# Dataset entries
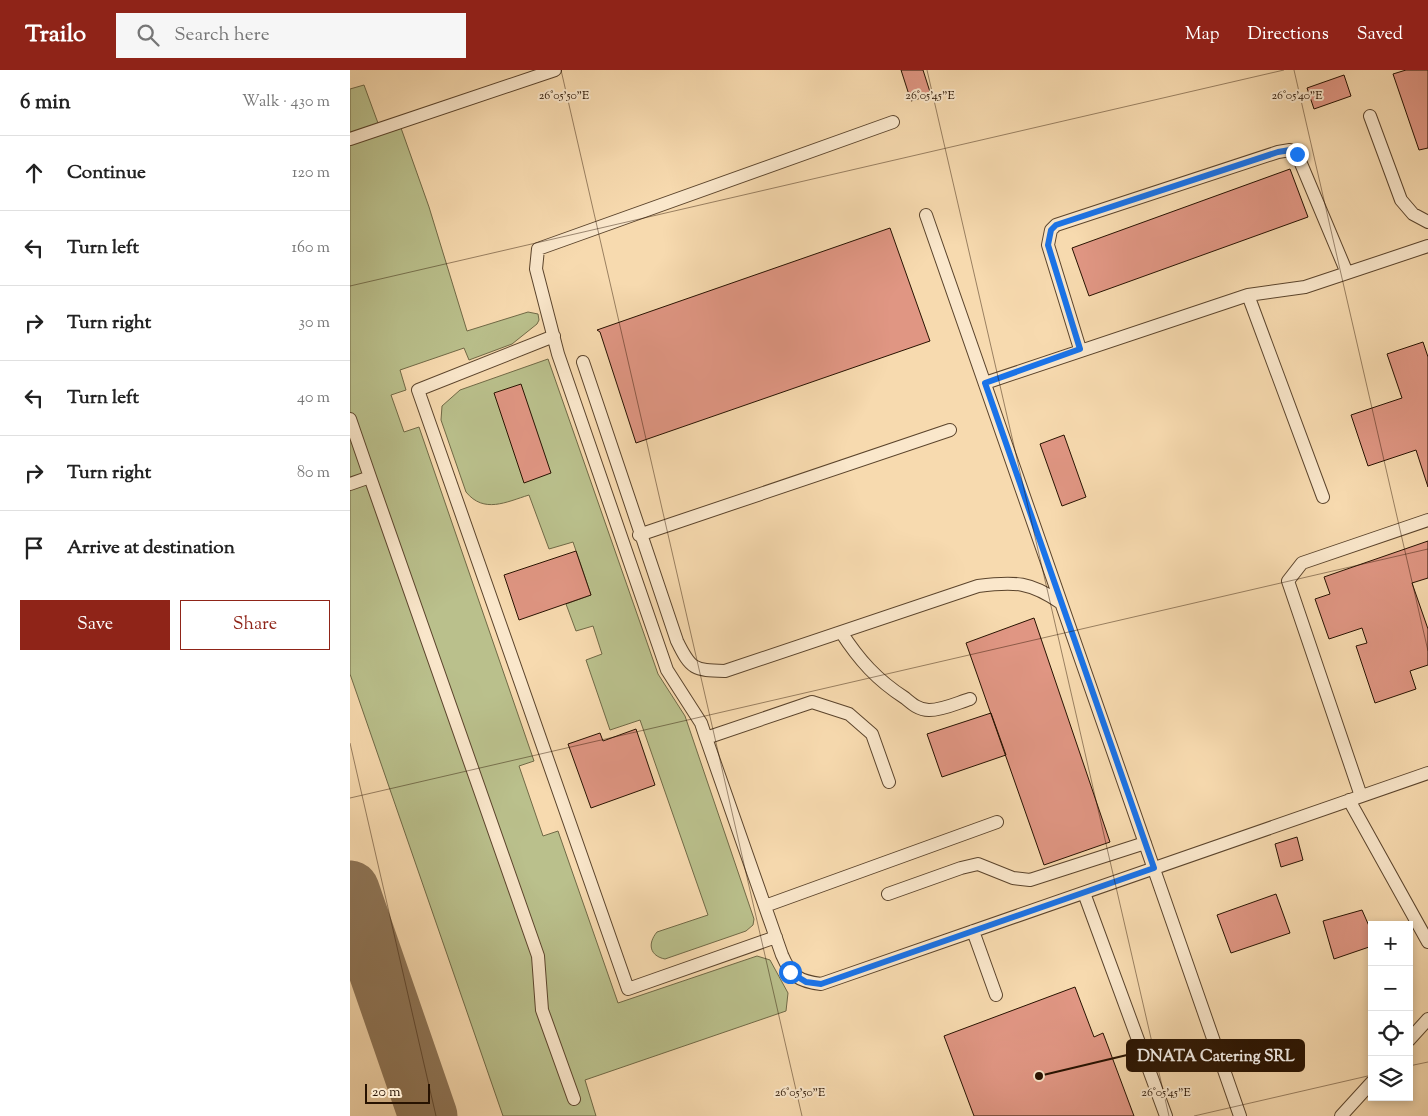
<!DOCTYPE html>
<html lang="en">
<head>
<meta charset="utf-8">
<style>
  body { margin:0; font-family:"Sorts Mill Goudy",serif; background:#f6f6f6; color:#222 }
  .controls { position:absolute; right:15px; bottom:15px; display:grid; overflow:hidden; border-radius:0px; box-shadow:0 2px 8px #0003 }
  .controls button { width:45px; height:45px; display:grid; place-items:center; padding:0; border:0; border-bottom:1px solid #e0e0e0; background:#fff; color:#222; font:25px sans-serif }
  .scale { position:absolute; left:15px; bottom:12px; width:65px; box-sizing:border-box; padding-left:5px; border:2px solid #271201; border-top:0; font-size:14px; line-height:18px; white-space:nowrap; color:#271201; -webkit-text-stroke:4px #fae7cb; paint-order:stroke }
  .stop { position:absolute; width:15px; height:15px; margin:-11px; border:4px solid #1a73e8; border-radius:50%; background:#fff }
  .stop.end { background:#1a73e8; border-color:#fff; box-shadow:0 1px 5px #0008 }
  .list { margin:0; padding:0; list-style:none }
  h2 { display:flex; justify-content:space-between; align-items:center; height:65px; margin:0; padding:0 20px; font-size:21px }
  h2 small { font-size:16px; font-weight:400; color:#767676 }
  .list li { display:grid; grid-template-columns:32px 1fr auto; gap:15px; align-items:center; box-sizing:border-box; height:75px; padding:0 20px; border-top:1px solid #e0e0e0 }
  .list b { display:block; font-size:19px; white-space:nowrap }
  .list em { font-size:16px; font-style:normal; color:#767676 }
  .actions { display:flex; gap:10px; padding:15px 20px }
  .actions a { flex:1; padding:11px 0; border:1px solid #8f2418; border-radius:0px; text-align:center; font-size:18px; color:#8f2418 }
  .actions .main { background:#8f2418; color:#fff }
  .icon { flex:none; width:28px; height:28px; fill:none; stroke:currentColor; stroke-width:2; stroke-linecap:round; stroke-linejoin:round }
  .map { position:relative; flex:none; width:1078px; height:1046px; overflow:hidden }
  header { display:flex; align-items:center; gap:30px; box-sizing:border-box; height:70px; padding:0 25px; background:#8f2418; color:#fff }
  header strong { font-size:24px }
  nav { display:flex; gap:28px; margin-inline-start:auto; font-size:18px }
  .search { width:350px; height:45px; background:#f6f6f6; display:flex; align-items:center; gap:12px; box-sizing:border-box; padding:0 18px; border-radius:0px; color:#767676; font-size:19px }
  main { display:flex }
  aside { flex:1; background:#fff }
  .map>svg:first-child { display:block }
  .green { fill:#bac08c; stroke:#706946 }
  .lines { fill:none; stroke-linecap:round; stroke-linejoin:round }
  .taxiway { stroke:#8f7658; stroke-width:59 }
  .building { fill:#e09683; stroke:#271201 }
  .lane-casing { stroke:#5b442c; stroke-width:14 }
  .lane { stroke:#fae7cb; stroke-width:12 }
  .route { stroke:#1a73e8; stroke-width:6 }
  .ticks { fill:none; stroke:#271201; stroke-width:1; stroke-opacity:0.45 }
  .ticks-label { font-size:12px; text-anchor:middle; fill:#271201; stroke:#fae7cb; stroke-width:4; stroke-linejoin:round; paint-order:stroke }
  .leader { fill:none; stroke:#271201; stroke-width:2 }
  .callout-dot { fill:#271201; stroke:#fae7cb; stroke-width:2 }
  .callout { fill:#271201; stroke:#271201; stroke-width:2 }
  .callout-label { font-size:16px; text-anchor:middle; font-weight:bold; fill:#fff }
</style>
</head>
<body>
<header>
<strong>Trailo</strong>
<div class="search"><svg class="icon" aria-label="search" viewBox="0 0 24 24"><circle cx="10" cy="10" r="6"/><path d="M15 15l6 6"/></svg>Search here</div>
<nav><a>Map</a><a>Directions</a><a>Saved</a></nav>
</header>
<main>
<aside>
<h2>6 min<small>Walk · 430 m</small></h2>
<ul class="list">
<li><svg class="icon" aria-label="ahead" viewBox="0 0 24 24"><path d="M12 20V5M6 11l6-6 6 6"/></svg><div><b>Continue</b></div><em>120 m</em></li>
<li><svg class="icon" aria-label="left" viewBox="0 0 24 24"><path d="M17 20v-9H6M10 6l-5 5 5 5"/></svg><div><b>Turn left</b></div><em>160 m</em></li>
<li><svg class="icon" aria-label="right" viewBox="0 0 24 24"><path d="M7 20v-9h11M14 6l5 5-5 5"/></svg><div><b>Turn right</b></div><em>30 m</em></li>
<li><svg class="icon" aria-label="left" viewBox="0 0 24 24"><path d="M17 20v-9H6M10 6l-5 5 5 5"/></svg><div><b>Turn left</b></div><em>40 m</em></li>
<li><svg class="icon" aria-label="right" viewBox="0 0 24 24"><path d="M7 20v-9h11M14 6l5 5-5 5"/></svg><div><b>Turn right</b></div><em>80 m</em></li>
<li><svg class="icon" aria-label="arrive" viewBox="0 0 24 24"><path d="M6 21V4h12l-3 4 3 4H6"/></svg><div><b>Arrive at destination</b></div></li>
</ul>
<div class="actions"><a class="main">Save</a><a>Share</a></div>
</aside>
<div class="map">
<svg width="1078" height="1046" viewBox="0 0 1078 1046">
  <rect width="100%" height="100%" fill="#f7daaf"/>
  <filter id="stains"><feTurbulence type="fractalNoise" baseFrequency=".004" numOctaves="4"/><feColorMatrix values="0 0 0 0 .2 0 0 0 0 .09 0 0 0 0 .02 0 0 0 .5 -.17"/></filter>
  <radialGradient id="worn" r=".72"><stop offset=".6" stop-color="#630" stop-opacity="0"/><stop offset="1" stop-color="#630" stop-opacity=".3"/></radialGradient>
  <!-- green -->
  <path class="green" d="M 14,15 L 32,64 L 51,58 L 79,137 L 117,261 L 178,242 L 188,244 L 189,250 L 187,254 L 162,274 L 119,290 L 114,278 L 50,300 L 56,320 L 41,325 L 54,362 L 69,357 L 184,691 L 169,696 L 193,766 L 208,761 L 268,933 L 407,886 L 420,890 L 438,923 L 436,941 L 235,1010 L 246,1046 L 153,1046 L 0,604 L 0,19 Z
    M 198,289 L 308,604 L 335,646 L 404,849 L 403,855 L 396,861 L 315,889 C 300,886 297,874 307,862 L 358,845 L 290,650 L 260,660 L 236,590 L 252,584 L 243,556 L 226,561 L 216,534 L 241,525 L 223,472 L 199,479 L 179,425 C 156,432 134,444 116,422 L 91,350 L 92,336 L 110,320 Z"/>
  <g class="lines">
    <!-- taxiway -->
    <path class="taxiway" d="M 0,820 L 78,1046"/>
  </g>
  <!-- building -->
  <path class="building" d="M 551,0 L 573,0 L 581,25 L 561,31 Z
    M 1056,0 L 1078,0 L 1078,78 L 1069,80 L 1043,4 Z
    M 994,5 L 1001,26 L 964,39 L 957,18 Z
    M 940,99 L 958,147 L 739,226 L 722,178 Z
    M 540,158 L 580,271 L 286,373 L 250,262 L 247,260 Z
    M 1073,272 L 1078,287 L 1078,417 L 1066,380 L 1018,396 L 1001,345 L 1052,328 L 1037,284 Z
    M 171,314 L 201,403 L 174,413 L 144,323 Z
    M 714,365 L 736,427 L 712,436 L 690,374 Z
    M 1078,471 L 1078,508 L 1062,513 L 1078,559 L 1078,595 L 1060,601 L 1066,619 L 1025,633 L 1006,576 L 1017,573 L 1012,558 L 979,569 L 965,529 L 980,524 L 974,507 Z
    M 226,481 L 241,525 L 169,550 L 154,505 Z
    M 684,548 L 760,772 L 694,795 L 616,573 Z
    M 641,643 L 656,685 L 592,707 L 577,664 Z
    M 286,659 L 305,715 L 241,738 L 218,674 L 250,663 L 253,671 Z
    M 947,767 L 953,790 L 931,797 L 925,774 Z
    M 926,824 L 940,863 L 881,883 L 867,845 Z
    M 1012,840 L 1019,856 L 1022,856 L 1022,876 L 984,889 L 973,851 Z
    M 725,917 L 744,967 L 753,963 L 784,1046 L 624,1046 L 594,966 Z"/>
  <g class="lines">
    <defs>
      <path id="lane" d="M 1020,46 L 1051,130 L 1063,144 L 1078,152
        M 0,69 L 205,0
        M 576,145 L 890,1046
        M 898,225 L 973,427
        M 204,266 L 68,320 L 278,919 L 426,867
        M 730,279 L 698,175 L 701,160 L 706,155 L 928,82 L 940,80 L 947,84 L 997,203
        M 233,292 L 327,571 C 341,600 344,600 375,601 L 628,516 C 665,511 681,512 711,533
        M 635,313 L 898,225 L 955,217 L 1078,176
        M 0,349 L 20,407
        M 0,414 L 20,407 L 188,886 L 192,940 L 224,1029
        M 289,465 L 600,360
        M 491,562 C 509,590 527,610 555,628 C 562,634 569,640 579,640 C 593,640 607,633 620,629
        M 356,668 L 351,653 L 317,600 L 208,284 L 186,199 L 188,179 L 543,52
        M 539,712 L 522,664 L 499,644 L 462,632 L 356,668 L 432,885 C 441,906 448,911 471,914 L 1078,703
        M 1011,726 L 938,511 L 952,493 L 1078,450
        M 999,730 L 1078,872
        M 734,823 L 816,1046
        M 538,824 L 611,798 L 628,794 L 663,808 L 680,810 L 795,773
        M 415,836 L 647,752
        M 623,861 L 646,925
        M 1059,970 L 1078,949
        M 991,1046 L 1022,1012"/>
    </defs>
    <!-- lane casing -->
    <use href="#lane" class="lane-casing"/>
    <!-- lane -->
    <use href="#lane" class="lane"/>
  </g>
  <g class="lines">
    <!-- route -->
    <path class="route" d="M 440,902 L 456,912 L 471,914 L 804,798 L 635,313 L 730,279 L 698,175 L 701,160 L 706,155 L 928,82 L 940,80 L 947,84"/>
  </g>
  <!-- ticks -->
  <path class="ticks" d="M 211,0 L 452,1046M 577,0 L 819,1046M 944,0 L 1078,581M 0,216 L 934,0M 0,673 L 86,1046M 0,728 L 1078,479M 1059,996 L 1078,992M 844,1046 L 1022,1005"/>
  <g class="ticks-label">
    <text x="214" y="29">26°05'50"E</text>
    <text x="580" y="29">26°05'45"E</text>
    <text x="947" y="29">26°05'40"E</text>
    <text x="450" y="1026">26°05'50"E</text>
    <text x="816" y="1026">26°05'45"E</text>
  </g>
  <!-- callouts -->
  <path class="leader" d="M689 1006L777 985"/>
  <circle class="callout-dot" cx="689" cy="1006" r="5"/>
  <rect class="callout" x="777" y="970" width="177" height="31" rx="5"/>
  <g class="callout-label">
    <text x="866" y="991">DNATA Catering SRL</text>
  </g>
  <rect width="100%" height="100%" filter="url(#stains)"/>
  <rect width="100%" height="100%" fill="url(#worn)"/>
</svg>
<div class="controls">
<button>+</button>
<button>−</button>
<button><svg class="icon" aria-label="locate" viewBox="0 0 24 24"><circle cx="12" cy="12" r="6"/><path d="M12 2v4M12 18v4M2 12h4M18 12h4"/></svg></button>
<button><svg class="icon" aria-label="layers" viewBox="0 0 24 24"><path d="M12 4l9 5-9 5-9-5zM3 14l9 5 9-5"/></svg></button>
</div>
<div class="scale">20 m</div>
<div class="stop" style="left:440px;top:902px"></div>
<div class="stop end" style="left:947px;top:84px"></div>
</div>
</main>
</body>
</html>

# Work instruction
Look through the entries above and quote exactly the lines from the line with "M 725,917 L" to the line with "<!-- route -->", counting both of those lines.

# Response below
    M 725,917 L 744,967 L 753,963 L 784,1046 L 624,1046 L 594,966 Z"/>
  <g class="lines">
    <defs>
      <path id="lane" d="M 1020,46 L 1051,130 L 1063,144 L 1078,152
        M 0,69 L 205,0
        M 576,145 L 890,1046
        M 898,225 L 973,427
        M 204,266 L 68,320 L 278,919 L 426,867
        M 730,279 L 698,175 L 701,160 L 706,155 L 928,82 L 940,80 L 947,84 L 997,203
        M 233,292 L 327,571 C 341,600 344,600 375,601 L 628,516 C 665,511 681,512 711,533
        M 635,313 L 898,225 L 955,217 L 1078,176
        M 0,349 L 20,407
        M 0,414 L 20,407 L 188,886 L 192,940 L 224,1029
        M 289,465 L 600,360
        M 491,562 C 509,590 527,610 555,628 C 562,634 569,640 579,640 C 593,640 607,633 620,629
        M 356,668 L 351,653 L 317,600 L 208,284 L 186,199 L 188,179 L 543,52
        M 539,712 L 522,664 L 499,644 L 462,632 L 356,668 L 432,885 C 441,906 448,911 471,914 L 1078,703
        M 1011,726 L 938,511 L 952,493 L 1078,450
        M 999,730 L 1078,872
        M 734,823 L 816,1046
        M 538,824 L 611,798 L 628,794 L 663,808 L 680,810 L 795,773
        M 415,836 L 647,752
        M 623,861 L 646,925
        M 1059,970 L 1078,949
        M 991,1046 L 1022,1012"/>
    </defs>
    <!-- lane casing -->
    <use href="#lane" class="lane-casing"/>
    <!-- lane -->
    <use href="#lane" class="lane"/>
  </g>
  <g class="lines">
    <!-- route -->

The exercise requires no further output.